> Directions: Among the records below, find each line that includes the string "body" and copy it.
━━━
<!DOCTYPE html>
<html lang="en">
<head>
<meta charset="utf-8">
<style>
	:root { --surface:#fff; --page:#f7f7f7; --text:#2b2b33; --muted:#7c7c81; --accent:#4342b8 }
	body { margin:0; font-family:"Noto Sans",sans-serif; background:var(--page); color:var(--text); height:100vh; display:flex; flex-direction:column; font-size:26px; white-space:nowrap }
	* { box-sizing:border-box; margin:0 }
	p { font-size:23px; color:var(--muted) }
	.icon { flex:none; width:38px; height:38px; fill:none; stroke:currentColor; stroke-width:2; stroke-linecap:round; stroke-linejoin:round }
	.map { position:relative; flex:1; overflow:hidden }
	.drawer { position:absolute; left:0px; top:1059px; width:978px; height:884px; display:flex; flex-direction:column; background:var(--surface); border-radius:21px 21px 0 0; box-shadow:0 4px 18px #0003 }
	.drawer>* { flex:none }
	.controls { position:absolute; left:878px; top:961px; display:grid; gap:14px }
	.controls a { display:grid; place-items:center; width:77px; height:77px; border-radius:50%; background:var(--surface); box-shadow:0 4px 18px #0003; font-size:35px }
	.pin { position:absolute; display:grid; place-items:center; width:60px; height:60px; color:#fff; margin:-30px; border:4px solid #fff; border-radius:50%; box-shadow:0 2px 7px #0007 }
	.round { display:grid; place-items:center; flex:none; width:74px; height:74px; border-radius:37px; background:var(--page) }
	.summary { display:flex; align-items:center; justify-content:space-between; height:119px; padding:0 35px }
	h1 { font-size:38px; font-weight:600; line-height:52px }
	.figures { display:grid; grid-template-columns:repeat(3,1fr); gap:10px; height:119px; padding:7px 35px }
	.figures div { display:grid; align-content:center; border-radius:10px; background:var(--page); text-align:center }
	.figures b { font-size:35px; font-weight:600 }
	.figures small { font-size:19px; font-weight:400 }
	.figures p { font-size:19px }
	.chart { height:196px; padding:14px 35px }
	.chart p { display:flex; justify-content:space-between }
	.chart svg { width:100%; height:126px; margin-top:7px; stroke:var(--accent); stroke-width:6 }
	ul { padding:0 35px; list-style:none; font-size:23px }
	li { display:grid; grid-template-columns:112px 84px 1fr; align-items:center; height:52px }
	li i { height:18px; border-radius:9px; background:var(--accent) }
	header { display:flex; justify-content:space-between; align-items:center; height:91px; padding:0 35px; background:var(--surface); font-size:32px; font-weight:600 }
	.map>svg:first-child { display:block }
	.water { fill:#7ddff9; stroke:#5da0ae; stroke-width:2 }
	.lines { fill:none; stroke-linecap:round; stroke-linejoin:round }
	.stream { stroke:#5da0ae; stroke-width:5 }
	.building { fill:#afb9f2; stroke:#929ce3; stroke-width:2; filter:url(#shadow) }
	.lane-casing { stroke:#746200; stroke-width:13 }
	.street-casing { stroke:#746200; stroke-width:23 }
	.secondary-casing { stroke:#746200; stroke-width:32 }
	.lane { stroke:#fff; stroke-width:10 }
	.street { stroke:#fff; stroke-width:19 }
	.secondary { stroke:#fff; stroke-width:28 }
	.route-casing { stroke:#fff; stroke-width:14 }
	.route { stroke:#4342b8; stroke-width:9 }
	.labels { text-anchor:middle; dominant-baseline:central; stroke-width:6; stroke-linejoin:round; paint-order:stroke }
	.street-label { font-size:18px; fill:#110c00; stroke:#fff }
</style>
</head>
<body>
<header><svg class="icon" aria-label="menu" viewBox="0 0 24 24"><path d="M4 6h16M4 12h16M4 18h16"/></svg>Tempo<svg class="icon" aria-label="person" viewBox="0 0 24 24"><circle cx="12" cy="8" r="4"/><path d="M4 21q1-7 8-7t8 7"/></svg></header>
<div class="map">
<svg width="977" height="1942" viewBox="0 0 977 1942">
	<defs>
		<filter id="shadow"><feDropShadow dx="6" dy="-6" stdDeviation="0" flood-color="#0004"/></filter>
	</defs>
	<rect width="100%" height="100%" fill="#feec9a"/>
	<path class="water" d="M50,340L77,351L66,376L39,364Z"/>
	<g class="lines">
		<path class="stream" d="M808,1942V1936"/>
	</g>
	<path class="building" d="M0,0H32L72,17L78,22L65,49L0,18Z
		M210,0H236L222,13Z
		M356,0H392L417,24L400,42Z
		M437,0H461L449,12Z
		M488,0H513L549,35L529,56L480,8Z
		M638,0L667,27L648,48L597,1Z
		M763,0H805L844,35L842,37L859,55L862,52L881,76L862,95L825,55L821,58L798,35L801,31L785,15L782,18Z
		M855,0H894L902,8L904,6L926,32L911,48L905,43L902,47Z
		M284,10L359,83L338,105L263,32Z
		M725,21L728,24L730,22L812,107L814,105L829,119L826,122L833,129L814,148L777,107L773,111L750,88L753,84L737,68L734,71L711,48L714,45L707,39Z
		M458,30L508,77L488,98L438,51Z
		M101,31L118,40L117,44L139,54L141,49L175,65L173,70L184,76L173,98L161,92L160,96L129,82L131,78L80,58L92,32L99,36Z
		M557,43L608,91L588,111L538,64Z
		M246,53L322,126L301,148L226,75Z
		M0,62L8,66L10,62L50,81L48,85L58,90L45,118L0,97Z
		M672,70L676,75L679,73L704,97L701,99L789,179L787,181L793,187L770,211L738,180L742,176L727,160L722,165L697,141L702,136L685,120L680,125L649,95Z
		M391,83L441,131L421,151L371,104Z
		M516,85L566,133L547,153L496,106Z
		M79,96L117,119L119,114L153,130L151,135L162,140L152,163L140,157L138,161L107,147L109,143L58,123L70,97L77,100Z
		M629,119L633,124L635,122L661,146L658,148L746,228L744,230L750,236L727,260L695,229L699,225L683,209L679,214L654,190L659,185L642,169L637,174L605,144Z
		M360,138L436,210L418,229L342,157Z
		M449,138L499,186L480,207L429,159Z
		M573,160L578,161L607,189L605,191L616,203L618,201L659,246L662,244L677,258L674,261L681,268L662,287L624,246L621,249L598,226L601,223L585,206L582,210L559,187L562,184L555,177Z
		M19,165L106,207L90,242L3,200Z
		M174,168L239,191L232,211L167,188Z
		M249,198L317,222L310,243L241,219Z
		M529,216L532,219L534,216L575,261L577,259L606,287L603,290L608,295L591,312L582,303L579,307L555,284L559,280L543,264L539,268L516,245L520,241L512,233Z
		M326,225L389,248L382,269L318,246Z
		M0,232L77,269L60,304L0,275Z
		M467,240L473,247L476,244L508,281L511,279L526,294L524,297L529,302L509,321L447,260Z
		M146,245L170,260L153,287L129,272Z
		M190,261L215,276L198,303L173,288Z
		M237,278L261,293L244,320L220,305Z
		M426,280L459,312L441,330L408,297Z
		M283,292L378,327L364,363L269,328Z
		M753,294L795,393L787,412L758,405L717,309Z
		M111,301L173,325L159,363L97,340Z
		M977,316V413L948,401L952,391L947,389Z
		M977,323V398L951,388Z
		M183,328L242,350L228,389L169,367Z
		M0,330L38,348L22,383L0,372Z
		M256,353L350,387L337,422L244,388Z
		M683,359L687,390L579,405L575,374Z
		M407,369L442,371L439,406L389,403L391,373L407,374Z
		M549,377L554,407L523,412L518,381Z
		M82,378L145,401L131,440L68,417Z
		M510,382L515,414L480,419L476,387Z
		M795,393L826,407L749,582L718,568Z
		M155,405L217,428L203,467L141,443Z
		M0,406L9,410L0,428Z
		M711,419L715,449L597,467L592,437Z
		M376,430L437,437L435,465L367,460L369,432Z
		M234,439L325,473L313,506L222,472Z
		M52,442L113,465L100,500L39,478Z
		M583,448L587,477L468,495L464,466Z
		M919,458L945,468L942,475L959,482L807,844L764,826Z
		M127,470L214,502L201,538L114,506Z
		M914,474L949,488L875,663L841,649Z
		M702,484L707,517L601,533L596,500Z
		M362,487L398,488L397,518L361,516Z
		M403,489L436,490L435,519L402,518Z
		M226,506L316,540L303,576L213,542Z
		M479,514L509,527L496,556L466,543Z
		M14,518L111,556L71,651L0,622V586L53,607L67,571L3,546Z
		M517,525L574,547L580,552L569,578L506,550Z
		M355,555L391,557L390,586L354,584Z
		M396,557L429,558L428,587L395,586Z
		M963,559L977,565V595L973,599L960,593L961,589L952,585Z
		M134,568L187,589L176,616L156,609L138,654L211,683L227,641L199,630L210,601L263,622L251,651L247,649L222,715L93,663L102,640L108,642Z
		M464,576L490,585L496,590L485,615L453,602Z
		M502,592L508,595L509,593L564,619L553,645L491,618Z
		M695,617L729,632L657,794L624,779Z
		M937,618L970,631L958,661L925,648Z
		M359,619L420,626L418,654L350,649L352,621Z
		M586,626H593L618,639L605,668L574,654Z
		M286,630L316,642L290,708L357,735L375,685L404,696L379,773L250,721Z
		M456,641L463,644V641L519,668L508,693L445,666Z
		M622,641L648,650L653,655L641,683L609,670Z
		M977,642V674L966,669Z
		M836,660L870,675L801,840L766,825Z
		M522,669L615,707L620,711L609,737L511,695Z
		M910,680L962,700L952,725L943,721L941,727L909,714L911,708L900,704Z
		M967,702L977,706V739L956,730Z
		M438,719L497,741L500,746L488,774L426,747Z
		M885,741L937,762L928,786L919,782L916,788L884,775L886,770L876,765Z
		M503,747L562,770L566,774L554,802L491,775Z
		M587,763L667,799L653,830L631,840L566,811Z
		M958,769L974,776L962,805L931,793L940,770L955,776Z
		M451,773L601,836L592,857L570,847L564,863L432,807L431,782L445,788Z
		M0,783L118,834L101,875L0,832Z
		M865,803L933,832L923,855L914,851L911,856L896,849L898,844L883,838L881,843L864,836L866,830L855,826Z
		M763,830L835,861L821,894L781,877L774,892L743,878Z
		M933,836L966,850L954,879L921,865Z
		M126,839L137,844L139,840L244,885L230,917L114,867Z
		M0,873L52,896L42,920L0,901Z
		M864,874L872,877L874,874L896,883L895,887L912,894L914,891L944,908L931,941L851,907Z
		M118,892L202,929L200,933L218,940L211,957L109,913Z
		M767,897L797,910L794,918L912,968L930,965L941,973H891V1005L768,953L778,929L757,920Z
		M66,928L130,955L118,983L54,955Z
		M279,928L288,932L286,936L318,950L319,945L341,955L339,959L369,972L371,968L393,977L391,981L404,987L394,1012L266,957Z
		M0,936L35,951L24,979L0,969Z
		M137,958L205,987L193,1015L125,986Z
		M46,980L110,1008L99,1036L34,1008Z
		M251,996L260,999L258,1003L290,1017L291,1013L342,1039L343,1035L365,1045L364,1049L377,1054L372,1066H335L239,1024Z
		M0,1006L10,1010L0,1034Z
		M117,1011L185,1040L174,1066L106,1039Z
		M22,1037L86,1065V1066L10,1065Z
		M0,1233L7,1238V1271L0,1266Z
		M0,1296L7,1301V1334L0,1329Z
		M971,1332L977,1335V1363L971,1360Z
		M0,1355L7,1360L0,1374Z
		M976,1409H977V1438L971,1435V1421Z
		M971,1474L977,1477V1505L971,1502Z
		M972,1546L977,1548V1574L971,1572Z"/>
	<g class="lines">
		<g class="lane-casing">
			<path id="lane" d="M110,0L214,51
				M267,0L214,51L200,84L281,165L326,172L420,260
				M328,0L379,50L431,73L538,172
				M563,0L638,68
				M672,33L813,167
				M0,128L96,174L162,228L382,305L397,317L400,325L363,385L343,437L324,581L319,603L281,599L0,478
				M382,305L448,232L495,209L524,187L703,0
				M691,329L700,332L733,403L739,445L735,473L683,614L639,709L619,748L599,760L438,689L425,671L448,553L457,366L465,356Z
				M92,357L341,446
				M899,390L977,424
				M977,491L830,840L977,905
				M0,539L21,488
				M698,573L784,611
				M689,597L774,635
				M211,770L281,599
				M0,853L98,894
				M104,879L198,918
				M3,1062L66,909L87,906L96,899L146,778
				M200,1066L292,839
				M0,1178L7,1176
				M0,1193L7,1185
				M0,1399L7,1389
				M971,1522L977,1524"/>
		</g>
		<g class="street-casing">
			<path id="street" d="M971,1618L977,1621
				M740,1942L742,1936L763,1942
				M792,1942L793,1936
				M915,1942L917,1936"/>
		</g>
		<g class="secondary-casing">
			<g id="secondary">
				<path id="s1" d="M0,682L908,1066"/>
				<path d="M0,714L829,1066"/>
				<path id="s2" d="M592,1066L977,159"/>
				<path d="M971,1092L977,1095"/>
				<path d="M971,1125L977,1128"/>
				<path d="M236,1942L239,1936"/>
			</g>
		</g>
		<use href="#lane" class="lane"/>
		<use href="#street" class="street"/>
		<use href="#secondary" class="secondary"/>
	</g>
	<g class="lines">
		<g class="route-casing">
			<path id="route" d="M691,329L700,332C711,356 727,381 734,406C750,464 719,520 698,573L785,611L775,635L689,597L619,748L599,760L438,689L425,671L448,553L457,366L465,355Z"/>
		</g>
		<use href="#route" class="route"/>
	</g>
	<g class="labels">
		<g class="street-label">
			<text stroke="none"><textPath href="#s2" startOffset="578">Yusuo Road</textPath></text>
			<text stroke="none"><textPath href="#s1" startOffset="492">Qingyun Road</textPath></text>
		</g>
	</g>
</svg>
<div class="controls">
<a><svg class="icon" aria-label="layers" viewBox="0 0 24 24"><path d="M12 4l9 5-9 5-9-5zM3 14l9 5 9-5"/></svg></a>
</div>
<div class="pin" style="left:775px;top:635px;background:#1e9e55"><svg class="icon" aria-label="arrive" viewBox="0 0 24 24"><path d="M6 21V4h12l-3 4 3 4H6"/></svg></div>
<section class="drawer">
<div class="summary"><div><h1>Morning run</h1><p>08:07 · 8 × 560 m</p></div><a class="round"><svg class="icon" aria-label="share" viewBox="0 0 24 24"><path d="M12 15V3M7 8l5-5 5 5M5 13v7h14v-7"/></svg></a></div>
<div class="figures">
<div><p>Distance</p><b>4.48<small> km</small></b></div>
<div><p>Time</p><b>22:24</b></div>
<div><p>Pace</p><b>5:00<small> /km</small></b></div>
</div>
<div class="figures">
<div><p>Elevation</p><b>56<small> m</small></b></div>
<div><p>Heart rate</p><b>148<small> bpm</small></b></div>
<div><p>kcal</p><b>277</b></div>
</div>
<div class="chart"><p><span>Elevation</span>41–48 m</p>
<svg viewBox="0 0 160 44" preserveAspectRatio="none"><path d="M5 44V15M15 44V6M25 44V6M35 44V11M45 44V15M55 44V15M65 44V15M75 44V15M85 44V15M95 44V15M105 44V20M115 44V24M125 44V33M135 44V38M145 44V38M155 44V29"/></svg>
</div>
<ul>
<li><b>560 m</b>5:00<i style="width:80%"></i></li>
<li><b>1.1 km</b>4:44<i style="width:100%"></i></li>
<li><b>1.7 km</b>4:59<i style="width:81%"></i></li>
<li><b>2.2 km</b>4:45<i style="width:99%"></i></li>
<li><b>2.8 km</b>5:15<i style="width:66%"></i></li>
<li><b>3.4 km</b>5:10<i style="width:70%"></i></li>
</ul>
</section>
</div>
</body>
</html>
━━━
> Answer for this exercise:
	body { margin:0; font-family:"Noto Sans",sans-serif; background:var(--page); color:var(--text); height:100vh; display:flex; flex-direction:column; font-size:26px; white-space:nowrap }
<body>
</body>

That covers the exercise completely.